Exhibit A in the Virginia claim to firstness is this sentence in the company’s instructions to the settlers — instructions to be opened upon reaching Virginia:
We ordaine that the day of our ships arrivall at the place assigned for plantacon in the land of Virginia shall be yearly and perpetually kept holy as a day of thanksgiving to Almighty God.
These settlers held that Thanksgiving at Berkeley Hundred on December 4, 1619 — a year before the Pilgrims arrived at Plymouth. Surely Woodlief and his followers were equally as grateful as the Pilgrims — equally schooled in adversity, equally determined to renew themselves with roots in the land. Surely they were equally devout and equally thankful. To suggest that they were disobedient and did not give thanks requires a superabundance of credulity and moral pretension.
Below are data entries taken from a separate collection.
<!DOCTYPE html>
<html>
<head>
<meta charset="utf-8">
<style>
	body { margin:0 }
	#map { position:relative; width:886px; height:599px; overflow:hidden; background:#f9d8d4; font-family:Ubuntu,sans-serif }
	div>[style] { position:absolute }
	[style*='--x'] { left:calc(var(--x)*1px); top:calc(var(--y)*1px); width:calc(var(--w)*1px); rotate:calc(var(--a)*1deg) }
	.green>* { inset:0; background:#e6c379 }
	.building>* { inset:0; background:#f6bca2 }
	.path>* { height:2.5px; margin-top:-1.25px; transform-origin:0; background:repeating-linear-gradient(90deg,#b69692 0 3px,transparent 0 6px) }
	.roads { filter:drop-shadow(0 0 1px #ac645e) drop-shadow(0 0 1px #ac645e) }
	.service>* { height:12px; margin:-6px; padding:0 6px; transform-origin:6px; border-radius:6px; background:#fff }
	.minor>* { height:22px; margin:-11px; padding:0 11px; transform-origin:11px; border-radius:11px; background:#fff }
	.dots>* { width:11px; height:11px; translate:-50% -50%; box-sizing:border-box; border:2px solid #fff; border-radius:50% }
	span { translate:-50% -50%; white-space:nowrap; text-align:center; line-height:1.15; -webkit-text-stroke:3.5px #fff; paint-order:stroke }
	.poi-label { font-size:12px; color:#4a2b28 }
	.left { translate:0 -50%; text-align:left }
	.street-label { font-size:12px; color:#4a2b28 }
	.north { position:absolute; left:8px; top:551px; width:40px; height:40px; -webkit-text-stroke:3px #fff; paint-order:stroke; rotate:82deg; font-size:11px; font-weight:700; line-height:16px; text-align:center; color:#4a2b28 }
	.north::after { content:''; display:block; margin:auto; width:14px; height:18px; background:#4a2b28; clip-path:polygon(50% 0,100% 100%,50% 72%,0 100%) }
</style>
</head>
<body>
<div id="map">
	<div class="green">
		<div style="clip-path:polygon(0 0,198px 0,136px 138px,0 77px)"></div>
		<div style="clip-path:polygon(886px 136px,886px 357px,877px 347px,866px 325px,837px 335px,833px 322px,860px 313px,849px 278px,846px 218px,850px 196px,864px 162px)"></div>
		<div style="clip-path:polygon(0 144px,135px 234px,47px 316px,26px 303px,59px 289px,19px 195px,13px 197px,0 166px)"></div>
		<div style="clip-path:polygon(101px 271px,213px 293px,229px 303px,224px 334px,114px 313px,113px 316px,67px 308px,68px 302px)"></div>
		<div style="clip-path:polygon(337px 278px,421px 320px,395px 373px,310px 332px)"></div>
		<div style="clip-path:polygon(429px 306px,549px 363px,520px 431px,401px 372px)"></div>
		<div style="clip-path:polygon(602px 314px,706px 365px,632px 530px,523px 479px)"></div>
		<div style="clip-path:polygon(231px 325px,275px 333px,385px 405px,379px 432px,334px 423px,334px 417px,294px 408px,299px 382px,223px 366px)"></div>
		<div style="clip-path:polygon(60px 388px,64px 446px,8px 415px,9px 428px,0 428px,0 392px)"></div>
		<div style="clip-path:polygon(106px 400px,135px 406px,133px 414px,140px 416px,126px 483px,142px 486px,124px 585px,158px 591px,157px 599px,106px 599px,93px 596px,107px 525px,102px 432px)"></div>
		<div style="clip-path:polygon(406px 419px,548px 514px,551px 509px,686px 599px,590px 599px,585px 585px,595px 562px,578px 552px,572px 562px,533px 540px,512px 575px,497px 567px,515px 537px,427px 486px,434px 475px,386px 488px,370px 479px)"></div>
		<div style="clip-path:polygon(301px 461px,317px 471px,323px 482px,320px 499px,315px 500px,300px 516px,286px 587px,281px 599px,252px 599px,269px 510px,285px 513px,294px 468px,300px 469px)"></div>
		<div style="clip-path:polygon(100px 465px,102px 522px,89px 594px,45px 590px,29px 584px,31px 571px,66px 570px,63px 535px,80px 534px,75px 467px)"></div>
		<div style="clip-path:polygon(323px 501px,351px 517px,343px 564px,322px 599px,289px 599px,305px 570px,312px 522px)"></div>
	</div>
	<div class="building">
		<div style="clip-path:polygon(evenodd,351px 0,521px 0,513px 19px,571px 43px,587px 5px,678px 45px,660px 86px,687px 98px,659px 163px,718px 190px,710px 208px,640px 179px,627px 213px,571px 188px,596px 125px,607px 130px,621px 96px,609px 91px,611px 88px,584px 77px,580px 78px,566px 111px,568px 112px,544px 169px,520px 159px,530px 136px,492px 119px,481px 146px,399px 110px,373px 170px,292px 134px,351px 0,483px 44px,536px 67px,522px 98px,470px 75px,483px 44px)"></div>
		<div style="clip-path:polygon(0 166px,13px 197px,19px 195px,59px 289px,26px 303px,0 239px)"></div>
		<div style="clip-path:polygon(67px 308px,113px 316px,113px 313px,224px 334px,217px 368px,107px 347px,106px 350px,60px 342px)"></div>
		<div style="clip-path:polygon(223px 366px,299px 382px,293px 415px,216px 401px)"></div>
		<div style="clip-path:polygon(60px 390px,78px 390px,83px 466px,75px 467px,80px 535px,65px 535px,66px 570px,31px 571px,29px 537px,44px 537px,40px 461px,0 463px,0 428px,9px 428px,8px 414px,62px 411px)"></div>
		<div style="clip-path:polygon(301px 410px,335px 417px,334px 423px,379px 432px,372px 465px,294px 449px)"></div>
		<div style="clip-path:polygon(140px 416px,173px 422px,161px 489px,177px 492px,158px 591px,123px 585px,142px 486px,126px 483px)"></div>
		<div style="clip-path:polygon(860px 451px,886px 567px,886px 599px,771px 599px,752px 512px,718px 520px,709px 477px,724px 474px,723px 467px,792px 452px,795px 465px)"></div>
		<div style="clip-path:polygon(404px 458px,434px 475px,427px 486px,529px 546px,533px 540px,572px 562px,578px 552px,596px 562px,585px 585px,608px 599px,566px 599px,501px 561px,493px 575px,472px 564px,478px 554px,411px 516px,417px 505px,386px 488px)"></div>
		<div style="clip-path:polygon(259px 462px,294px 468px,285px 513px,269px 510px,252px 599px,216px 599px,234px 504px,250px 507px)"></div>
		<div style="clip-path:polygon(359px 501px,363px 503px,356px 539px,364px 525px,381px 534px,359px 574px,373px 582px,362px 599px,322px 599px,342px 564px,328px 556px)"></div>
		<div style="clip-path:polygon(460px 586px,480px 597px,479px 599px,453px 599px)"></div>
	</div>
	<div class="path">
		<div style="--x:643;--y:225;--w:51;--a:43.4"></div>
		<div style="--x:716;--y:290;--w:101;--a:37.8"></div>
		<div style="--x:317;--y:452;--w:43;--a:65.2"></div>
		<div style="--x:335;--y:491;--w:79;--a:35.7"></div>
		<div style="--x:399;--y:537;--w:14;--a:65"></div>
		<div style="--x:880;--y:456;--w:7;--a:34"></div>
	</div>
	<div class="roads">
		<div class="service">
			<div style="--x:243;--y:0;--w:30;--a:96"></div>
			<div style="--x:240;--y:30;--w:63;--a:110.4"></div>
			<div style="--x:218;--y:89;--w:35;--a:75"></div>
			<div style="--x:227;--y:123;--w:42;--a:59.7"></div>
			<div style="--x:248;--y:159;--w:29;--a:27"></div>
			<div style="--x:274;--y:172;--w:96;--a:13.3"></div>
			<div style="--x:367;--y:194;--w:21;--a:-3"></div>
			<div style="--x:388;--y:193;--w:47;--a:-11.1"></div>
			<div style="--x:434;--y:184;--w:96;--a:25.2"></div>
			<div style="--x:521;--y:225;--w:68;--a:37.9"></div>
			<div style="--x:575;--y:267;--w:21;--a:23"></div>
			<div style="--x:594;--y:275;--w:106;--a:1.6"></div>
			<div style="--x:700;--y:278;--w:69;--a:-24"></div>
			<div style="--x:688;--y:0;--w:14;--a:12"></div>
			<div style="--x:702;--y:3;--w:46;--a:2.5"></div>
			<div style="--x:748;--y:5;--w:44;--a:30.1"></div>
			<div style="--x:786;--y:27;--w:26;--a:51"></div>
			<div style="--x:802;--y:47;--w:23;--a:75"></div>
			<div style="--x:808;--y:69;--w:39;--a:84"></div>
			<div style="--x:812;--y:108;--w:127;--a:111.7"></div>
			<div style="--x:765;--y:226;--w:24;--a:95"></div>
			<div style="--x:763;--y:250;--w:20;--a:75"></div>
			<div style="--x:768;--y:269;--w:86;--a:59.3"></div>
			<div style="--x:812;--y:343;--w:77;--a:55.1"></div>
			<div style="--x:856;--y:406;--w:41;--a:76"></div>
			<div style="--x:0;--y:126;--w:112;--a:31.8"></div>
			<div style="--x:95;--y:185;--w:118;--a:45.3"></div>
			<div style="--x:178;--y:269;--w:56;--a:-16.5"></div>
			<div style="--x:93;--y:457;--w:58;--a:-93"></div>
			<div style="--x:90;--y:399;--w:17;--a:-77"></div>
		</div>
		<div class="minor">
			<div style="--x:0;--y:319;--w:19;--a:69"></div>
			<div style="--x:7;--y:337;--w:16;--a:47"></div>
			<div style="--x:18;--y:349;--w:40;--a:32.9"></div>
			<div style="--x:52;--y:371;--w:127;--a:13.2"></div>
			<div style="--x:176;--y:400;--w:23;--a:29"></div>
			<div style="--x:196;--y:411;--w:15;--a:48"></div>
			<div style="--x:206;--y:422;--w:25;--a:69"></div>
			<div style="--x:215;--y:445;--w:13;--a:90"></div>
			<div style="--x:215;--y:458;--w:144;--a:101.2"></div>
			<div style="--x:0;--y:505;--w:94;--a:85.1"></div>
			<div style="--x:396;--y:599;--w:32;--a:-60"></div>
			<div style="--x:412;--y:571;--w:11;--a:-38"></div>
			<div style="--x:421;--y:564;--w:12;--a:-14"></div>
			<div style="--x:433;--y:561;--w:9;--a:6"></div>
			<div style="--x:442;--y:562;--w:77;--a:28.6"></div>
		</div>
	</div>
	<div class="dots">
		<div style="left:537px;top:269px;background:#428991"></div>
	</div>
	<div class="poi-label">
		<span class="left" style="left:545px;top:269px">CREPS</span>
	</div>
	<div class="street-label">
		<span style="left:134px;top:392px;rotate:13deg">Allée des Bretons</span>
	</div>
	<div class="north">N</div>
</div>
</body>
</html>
But lest we forget, there were numerous trips to Virginia prior to Woodlief’s: the Raleigh expeditions of the 1580s, and the London Company’s initial expeditions — beginning with the one under Christopher Newport that founded Jamestown in 1607.
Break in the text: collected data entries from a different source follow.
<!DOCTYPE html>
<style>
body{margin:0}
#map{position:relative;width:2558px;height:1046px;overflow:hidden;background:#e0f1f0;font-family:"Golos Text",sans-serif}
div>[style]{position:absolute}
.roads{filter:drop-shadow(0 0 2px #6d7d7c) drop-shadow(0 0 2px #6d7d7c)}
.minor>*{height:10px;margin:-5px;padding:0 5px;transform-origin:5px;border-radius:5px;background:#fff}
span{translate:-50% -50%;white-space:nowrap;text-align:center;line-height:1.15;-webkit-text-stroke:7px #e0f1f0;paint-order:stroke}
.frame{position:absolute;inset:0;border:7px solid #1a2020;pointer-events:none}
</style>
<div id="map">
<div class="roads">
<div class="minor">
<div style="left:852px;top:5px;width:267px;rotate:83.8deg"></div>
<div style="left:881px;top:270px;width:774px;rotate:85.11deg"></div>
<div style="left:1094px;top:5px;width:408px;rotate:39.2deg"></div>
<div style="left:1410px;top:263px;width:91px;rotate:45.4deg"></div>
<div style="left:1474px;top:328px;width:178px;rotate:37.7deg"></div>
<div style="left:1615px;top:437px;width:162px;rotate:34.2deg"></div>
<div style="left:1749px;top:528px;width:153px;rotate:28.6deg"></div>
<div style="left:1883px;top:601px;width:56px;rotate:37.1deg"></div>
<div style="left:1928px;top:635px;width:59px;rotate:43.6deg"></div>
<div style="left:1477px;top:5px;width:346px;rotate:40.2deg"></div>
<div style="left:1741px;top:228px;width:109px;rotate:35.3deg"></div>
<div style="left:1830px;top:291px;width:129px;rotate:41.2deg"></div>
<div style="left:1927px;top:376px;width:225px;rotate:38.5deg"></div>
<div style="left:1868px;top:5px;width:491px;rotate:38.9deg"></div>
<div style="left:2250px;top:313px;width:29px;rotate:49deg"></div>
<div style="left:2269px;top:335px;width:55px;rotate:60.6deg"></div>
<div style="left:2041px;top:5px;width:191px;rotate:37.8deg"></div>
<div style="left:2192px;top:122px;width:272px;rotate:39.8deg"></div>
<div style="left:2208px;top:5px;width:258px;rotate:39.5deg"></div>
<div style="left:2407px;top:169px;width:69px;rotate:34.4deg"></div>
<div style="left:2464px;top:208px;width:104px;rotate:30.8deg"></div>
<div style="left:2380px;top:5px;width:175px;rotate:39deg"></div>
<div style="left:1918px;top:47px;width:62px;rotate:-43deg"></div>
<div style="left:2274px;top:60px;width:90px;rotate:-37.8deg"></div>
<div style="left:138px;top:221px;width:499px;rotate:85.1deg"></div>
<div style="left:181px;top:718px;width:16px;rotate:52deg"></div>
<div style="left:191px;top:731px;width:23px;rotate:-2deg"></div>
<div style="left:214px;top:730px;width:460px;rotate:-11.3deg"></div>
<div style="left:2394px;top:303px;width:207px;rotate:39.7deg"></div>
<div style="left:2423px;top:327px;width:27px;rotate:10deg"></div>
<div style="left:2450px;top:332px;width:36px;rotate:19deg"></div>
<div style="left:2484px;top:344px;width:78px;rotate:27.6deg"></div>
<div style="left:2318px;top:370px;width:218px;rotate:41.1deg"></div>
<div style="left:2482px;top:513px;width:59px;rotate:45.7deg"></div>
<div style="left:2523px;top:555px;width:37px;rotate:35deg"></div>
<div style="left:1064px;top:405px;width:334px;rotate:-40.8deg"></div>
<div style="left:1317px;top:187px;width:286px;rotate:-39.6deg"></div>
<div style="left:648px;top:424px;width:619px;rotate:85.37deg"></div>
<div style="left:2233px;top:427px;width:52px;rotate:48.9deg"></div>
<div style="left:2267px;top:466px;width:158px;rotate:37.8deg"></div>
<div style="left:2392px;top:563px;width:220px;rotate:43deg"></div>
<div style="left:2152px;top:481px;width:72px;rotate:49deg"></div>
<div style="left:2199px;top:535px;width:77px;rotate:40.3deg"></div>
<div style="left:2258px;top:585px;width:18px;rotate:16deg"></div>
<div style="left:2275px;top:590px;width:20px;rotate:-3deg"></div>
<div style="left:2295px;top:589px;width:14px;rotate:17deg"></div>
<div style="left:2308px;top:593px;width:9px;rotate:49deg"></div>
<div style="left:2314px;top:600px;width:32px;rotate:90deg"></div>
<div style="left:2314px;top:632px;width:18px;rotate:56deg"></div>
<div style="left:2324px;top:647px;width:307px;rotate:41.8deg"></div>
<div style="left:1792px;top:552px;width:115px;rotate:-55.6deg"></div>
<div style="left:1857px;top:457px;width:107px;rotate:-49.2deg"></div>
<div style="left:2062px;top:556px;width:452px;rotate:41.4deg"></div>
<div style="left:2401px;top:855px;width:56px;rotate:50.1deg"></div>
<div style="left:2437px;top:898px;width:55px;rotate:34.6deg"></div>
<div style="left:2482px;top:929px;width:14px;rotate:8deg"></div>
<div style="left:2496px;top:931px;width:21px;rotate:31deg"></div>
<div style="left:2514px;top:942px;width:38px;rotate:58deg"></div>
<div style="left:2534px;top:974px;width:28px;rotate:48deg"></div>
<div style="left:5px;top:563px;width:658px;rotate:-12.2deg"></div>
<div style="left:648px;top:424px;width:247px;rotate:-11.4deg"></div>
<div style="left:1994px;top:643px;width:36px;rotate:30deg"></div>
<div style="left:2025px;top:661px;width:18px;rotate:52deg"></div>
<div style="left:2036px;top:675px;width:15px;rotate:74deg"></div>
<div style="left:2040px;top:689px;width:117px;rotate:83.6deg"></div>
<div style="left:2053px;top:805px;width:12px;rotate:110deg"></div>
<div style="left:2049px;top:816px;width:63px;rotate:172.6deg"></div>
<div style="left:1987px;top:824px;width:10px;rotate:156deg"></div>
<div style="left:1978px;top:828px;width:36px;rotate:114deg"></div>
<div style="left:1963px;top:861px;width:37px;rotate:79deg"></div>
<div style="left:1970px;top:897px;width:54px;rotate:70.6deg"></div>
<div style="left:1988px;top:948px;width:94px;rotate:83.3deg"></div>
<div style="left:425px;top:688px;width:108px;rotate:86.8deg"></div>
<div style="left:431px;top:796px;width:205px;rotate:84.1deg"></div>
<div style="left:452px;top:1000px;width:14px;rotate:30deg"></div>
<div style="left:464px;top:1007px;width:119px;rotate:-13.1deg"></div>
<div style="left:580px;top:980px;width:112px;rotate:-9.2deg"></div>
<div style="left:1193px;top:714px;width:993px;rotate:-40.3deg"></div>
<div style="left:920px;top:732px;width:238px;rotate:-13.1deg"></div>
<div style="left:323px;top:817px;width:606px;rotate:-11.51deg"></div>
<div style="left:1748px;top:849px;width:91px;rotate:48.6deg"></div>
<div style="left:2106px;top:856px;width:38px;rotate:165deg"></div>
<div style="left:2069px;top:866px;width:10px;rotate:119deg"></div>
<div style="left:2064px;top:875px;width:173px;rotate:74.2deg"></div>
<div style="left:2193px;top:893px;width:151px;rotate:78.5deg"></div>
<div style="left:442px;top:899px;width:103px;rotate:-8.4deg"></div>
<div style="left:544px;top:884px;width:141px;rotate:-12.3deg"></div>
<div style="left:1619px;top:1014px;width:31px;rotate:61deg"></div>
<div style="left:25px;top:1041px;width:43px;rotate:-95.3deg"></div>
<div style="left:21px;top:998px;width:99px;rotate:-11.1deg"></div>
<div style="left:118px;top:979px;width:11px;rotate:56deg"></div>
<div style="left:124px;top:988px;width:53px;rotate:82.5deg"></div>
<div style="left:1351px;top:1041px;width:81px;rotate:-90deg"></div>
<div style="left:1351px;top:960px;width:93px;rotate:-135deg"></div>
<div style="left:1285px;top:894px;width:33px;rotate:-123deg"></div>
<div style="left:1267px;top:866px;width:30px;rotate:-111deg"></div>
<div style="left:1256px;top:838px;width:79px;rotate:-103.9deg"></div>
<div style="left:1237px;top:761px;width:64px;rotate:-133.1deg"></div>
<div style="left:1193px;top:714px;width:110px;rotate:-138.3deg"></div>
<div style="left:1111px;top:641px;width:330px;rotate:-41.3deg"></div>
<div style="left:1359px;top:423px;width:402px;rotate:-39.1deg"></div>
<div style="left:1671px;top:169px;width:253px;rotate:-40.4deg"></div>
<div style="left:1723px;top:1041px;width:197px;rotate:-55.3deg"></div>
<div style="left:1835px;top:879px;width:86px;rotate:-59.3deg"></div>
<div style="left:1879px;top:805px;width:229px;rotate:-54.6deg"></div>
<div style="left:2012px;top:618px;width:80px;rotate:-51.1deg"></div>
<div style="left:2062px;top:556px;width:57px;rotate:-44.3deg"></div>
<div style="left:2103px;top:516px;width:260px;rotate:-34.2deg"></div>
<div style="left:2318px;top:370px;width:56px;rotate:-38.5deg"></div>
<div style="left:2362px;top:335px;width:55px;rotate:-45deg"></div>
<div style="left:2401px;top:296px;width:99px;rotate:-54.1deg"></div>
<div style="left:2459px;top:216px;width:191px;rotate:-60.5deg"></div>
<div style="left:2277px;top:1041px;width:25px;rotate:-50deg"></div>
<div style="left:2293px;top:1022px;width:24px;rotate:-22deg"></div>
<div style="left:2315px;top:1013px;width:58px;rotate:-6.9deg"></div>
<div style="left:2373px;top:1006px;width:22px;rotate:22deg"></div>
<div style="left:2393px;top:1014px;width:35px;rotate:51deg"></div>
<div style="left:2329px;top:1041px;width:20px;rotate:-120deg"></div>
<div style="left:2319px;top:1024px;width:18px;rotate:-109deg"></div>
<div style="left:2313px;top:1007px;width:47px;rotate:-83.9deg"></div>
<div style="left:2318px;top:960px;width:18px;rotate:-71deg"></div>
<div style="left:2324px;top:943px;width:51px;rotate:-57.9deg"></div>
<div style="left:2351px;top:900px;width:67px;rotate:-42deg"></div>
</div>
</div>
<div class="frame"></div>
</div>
The London Company’s charter of May 23, 1609, was written principally by Sir Edward Sandys with the concurrence of Sir Francis Bacon, the early philosopher of natural right. It was probably the first document to say that government derives its authority from the consent of the governed. It was the closest thing to a constitution and bill of rights that colonists in Virginia had for three years, until refined in 1612. The Sandys charter was written 11 years before the first Pilgrim reached Plymouth.
On November 18, 1618, the London Company issued instructions to Sir George Yeardley upon his appointment as Governor of Virginia; those instructions provided for a liberal form of government. At Jamestown, in 1619, Yeardley convened the first legislative assembly in the New World. That was a year before the landing at Plymouth.
Those were firsts of considerable magnitude. They, and the events in Virginia during the 35 years prior to the Plymouth landing, tell us a good deal about the Virginia colonists.
They were God-fearing people. Just about every one of their existing documents speaks of their duties and obligations to a God almost always described as “almighty.”
These also were people of discipline and self-will. Contrary to so many of us today, they were people determined not to tear down the old to make way for the ersatz old. They retained their umbilical ties to the past, as Virginians — inhabitants of the most English of states — tend to do still. Their past was England, and central to England were the church and God.
Even without the instructions to Woodlief, is it not logical to assume that the colonists in Virginia regularly prayed and gave thanks prior to 1621? Do we not have to overlook too much to believe they did not? In 1962, the evidence proved overwhelming to Harvard historian Arthur Schlesinger, Jr., then an adviser to President John Kennedy. In December of that year he repented of “an unconquerable New England bias” on the question, and acknowledged that Virginia’s claim is “quite right.” But despite the evidence, the bias persists.